Devin Marie Logan (born February 17, 1993, in Oceanside, New York) is an American freeskier from West Dover, Vermont. She won silver in women's slopestyle event at the 2014 Winter Olympics held in Sochi.

== Early life ==
Logan grew up in Baldwin and Oceanside, New York. Logan was the youngest of five children in an athletic family. At a young age, Logan wanted to ski like her older brothers, two of whom became professional skiers. where she played youth football for the Baldwin Bombers from ages 8 to 10. Before starting high school, Logan moved to Vermont with her mother and siblings to train at the Mount Snow Academy. As of 2014 she was taking classes at Westminster College in Salt Lake City, Utah.

== Competitive skier ==
Logan began her competitive skiing career as a junior in 2010. She was the winner of a silver medal at the 2012 Winter X Games in the slopestyle contest. In late 2012, Logan suffered a severe knee injury, with a torn ACL and MCL and two microfractures, requiring surgery. Logan recovered from the injury, taking home a silver medal in the first ever Olympic slopestyle competition held in the 2014 Winter Olympics in Sochi. Logan scored 85.40 in the event.

During the 2015 season, Logan had two podium finishes in Grand Prix events and won the halfpipe at the Canadian Open Championship. During the 2016 season, she dislocated her shoulder.

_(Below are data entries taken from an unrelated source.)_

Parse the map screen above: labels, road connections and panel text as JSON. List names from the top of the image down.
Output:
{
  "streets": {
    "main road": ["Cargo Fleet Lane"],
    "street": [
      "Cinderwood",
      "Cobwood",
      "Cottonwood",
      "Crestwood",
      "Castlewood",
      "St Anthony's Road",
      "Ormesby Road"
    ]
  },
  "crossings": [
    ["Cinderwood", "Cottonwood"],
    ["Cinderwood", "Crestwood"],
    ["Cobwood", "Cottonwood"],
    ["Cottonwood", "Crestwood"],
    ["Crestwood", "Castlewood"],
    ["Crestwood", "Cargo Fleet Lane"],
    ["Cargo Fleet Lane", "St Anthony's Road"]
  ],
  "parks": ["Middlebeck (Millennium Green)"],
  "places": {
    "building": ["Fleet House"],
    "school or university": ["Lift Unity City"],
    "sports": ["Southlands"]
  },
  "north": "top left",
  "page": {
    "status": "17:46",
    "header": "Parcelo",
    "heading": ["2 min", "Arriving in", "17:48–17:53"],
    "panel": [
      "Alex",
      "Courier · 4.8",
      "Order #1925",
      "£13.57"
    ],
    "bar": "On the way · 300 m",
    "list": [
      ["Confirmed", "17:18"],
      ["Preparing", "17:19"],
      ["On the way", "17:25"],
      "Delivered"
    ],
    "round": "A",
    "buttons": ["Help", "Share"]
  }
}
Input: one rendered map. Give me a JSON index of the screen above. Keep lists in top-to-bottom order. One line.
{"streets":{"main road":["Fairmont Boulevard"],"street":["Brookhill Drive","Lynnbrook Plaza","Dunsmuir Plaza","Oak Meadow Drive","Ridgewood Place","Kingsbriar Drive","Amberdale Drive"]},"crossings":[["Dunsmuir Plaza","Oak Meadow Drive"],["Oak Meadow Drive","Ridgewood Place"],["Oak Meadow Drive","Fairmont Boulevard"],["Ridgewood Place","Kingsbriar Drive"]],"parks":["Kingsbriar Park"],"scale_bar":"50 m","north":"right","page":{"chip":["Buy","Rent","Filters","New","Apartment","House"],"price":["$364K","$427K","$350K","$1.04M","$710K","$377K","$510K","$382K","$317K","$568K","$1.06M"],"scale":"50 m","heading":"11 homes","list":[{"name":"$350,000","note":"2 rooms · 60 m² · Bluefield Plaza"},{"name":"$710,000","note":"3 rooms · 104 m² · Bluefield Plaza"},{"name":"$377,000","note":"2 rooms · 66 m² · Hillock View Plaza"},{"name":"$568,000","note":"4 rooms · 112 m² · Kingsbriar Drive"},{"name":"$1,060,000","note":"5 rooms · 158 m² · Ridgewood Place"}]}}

Logan was awarded the overall crystal globe for the most consistent skier over International Ski Federation (FIS) freestyle events. Logan was the first freeskier to win the award. At the time of the award, Logan was also the only woman to have competed in both slopestyle and halfpipe.

During the summer, Logan can be found at Mt. Hood, Oregon, where she hosts a Takeover Session at Windells Camp.